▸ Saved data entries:
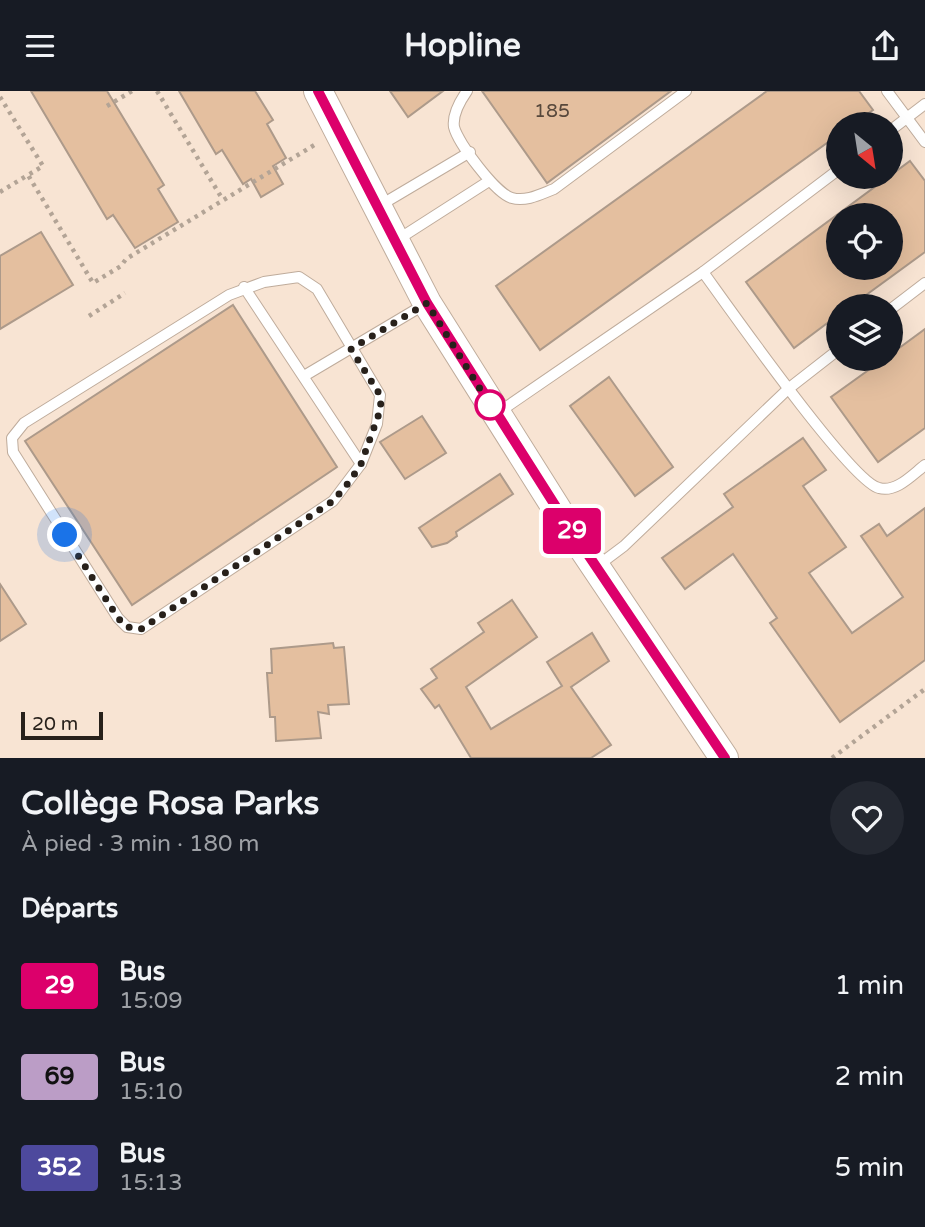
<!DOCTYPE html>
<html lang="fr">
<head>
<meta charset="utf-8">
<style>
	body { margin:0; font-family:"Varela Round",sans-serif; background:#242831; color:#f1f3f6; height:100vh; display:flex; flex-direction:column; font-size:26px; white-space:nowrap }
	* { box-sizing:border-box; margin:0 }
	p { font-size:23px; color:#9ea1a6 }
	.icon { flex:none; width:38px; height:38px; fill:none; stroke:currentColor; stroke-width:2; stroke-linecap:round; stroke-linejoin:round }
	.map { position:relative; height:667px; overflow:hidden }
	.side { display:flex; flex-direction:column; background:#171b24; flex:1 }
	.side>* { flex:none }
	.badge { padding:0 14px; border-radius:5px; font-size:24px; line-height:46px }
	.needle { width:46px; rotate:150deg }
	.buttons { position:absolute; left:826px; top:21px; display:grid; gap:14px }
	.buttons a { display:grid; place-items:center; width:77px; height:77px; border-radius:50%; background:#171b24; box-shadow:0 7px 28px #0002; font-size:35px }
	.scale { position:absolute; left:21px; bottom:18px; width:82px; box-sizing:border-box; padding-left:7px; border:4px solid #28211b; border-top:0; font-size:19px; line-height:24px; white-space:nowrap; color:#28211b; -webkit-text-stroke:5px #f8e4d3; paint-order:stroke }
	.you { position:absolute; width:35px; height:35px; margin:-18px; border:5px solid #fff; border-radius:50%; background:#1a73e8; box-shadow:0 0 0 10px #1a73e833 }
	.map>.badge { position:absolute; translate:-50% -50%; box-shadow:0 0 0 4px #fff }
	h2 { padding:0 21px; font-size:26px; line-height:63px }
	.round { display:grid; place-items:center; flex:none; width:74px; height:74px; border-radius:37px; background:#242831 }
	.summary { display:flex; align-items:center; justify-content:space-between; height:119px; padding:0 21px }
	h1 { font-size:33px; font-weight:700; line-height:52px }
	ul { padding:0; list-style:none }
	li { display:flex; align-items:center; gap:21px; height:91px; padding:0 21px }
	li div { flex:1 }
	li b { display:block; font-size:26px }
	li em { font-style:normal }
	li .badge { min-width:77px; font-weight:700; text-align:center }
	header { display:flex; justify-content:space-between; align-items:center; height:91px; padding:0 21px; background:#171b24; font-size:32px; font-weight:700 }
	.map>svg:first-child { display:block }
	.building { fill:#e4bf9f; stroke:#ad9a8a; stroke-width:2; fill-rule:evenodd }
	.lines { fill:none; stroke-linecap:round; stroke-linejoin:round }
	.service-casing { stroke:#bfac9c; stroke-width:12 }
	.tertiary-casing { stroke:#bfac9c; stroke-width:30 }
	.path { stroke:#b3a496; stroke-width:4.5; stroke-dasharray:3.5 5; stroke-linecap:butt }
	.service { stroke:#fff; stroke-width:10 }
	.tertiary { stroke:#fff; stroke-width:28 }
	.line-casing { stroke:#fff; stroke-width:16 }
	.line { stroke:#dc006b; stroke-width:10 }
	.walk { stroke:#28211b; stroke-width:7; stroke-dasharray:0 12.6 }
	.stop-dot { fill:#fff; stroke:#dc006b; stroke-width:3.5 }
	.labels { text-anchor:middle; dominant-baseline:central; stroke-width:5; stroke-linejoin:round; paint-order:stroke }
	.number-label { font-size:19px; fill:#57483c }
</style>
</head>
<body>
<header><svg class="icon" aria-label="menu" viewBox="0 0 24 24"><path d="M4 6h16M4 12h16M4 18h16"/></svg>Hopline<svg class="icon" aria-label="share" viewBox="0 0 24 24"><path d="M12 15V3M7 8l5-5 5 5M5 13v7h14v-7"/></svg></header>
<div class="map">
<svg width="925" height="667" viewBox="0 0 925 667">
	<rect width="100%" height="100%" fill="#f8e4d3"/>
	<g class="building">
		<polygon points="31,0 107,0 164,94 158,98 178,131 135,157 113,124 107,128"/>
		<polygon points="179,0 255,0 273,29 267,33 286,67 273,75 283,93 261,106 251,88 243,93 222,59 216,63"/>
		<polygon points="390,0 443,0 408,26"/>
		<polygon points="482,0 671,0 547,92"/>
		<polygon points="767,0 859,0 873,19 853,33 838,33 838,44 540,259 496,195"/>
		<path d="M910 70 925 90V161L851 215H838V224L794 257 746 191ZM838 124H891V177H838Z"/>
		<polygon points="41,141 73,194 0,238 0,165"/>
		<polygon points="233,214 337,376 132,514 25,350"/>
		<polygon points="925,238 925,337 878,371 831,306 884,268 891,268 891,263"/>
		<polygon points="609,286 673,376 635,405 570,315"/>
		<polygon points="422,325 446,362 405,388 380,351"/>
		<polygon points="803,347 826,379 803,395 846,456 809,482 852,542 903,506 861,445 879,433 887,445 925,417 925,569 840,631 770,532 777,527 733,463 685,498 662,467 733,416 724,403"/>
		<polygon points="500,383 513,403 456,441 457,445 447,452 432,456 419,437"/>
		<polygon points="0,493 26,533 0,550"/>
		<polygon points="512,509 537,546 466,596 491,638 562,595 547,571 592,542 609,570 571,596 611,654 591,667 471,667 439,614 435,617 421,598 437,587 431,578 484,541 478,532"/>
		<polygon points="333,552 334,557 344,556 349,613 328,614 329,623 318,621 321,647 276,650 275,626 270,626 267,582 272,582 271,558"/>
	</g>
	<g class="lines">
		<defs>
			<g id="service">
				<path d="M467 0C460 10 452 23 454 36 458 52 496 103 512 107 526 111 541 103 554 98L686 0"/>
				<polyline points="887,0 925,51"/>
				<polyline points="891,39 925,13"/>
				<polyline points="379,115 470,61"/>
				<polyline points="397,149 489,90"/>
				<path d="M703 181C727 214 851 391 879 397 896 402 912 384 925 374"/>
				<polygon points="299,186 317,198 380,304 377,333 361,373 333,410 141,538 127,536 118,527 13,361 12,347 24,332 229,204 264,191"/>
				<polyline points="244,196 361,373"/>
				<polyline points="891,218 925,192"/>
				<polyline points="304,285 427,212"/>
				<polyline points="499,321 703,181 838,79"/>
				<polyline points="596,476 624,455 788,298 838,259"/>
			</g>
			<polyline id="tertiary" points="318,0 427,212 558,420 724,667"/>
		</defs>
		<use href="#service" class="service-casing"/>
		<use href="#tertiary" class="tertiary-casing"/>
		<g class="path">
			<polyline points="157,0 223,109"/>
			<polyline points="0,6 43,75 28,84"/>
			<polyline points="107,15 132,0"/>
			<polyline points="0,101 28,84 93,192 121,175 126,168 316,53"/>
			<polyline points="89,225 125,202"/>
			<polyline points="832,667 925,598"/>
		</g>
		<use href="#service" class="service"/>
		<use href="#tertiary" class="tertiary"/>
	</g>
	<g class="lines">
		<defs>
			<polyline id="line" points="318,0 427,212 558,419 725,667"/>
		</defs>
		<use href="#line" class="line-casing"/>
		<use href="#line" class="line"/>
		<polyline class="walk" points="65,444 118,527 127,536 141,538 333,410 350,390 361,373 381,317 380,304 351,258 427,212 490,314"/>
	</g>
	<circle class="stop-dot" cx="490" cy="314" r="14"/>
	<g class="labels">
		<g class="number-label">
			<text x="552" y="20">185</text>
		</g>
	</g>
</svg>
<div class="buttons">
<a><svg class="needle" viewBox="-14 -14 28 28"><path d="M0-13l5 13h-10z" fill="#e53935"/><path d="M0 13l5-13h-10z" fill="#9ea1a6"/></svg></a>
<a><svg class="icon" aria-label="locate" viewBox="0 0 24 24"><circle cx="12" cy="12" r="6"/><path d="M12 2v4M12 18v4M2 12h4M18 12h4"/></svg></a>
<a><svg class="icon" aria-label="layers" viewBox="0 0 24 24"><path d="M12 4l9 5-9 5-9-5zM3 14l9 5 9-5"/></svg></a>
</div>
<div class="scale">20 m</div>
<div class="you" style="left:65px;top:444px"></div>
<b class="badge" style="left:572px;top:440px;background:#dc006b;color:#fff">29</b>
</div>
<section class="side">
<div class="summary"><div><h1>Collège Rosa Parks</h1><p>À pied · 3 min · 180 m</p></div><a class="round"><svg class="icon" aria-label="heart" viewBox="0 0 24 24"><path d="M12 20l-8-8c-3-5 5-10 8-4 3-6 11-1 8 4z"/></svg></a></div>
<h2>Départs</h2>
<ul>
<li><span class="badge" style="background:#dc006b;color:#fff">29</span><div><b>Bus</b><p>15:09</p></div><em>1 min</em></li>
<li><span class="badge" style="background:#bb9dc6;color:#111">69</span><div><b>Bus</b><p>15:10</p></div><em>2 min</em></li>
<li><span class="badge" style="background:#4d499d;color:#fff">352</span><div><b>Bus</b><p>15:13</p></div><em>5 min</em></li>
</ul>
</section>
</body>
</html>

▸ Exercise brief: Among the entries above, count every line containing the string "shadow". Your reply must be that number alone.

▸ Your response: 3